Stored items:
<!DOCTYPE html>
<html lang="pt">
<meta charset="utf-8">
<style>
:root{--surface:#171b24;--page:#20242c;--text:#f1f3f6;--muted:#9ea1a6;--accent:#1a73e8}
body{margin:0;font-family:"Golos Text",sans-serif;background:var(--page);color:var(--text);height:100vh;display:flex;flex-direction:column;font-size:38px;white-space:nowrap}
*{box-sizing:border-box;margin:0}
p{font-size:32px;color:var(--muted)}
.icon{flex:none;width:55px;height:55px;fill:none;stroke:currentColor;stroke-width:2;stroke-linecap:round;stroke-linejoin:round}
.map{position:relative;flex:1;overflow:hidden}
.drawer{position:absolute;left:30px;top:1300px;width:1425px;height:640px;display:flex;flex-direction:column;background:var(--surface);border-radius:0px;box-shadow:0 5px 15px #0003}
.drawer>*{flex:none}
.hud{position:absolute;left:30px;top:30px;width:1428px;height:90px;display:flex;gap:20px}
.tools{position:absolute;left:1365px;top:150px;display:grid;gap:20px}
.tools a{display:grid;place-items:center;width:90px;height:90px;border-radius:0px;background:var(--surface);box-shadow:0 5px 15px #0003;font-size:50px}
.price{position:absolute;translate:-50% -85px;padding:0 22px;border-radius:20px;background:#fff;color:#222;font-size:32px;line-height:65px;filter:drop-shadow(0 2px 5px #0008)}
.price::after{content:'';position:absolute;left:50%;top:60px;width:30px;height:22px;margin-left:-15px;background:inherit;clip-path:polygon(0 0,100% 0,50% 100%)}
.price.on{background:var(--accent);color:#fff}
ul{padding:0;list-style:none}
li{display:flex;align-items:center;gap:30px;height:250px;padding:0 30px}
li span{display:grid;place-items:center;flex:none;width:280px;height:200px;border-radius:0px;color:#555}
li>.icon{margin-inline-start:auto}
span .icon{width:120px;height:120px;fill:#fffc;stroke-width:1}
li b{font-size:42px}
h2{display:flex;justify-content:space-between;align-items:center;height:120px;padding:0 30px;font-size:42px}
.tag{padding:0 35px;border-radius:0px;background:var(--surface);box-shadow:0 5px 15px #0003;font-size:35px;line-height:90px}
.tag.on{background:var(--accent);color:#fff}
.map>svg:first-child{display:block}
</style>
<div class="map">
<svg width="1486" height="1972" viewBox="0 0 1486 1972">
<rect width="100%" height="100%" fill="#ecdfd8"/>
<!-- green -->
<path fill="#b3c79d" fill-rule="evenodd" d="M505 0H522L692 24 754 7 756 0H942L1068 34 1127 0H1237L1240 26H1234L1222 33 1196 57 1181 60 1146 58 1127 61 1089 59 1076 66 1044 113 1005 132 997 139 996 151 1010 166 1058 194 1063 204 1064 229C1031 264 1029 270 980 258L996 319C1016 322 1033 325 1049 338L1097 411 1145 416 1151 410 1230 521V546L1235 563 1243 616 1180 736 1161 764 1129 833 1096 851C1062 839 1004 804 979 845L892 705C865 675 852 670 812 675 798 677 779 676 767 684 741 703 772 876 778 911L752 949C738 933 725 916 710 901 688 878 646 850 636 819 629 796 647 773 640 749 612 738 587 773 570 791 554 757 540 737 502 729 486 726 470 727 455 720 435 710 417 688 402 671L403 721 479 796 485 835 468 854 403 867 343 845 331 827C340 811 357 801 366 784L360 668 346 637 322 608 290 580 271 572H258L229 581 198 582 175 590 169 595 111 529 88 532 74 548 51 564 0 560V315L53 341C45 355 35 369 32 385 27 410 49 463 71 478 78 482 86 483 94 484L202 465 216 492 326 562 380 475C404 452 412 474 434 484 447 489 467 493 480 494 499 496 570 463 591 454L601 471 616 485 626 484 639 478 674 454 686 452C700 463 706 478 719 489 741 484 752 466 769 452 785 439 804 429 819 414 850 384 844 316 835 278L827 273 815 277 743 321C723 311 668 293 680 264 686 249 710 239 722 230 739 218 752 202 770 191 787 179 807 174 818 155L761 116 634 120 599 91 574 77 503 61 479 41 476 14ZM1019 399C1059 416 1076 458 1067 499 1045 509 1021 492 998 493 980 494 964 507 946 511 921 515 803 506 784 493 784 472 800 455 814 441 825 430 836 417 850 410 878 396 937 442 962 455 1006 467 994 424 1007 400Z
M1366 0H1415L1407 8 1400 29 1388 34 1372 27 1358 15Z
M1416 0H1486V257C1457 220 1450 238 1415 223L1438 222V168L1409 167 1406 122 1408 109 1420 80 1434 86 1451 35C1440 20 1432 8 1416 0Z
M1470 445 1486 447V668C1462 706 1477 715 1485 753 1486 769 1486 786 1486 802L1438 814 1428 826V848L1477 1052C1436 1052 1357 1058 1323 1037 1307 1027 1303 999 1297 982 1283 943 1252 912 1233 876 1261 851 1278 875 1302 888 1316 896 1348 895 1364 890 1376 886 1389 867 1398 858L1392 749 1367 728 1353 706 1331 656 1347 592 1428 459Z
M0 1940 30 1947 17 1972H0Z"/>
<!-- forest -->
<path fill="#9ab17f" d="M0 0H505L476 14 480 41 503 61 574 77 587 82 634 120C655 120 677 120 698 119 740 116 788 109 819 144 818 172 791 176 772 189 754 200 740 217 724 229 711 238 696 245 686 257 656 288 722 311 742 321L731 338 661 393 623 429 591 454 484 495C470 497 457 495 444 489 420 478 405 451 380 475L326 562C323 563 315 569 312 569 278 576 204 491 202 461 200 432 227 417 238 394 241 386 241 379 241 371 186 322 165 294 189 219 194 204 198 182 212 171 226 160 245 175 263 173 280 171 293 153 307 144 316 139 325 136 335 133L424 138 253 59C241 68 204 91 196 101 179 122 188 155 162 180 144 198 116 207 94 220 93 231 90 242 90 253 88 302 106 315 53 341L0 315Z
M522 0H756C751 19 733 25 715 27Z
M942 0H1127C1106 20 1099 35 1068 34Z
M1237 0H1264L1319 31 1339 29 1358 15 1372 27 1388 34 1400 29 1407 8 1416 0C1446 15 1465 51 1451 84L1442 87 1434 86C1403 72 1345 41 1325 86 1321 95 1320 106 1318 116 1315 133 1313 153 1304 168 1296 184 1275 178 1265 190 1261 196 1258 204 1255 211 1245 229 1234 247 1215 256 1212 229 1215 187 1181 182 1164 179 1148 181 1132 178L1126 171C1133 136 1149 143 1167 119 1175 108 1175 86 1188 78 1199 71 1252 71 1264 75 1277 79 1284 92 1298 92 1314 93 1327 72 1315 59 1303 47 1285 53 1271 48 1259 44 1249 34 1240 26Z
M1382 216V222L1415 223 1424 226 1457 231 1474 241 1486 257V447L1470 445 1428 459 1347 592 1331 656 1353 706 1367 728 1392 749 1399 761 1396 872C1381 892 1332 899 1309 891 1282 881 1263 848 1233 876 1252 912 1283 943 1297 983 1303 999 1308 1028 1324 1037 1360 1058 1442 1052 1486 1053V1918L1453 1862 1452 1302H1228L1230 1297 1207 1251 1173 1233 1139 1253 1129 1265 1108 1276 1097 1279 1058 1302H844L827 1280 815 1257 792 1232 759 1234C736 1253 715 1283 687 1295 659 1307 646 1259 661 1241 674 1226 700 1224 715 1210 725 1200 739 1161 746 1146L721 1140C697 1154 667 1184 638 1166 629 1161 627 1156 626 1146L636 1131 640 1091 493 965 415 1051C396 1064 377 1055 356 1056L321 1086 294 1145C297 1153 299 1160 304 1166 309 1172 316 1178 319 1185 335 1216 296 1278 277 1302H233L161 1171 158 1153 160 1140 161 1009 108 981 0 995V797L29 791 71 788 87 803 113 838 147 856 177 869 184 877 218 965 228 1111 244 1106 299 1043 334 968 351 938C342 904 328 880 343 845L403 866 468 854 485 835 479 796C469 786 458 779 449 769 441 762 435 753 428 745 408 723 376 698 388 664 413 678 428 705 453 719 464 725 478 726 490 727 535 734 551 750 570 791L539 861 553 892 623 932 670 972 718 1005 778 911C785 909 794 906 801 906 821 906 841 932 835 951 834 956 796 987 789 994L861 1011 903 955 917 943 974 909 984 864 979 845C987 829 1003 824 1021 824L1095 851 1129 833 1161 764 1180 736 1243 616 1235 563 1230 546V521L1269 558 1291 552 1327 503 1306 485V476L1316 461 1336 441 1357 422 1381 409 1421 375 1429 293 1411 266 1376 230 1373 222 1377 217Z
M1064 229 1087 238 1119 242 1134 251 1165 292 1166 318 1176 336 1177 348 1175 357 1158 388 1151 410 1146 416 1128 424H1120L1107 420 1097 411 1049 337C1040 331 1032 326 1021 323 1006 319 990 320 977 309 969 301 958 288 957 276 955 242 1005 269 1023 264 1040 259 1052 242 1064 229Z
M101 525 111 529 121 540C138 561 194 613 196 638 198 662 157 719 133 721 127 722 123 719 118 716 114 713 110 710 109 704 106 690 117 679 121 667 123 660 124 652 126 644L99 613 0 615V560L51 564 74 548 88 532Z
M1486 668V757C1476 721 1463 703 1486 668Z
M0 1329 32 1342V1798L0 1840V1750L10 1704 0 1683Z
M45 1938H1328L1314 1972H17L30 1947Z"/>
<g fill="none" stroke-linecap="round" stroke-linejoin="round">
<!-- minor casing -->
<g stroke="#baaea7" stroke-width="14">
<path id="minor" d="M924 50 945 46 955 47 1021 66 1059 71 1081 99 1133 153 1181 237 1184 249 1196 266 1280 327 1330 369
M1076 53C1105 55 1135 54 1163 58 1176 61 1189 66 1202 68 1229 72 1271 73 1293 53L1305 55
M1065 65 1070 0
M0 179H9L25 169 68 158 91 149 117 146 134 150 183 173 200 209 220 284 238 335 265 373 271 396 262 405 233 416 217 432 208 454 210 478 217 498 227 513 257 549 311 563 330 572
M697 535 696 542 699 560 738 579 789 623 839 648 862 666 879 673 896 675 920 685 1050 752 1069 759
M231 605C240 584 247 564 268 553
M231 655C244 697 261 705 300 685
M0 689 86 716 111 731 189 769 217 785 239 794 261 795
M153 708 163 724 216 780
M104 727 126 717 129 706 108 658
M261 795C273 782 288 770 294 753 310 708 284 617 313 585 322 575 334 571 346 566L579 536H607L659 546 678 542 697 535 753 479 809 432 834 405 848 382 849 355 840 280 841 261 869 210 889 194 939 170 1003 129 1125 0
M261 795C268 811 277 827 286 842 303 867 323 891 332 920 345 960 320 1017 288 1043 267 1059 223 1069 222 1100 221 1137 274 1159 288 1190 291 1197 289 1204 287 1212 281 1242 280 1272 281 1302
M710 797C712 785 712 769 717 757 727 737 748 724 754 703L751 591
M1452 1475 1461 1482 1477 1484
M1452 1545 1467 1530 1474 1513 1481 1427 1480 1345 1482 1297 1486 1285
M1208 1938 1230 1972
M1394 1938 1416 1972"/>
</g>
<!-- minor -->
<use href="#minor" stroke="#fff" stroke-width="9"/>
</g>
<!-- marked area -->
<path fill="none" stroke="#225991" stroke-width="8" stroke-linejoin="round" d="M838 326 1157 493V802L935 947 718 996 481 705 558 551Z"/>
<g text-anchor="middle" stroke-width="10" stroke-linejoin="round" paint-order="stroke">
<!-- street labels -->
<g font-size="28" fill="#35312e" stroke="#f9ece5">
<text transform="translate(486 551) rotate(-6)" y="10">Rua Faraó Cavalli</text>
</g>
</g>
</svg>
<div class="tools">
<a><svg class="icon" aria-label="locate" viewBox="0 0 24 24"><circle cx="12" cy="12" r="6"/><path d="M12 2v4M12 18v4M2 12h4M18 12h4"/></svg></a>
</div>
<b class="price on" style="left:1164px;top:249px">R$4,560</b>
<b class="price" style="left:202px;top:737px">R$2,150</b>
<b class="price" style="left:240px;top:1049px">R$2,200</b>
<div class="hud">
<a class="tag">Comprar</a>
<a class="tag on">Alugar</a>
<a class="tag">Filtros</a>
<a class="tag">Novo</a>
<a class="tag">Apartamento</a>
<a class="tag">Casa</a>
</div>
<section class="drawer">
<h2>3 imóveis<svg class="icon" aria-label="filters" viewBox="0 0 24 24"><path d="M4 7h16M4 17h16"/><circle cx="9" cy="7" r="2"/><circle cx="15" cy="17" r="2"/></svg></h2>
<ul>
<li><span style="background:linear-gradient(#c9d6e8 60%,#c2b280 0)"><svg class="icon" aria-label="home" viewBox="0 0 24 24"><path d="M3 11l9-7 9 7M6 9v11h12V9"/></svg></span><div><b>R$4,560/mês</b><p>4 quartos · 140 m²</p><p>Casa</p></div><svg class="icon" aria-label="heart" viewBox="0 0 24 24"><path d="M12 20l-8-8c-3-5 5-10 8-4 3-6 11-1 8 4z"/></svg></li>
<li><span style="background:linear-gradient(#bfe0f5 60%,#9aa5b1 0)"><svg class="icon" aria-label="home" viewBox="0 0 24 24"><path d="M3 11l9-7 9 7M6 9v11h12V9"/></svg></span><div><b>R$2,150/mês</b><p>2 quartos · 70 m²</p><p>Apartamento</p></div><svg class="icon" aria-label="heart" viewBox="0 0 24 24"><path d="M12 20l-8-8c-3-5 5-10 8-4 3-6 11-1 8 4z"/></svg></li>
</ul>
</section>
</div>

Brief: The answer must consist of every line from the entries above that contains "linecap".

The completed task:
.icon{flex:none;width:55px;height:55px;fill:none;stroke:currentColor;stroke-width:2;stroke-linecap:round;stroke-linejoin:round}
<g fill="none" stroke-linecap="round" stroke-linejoin="round">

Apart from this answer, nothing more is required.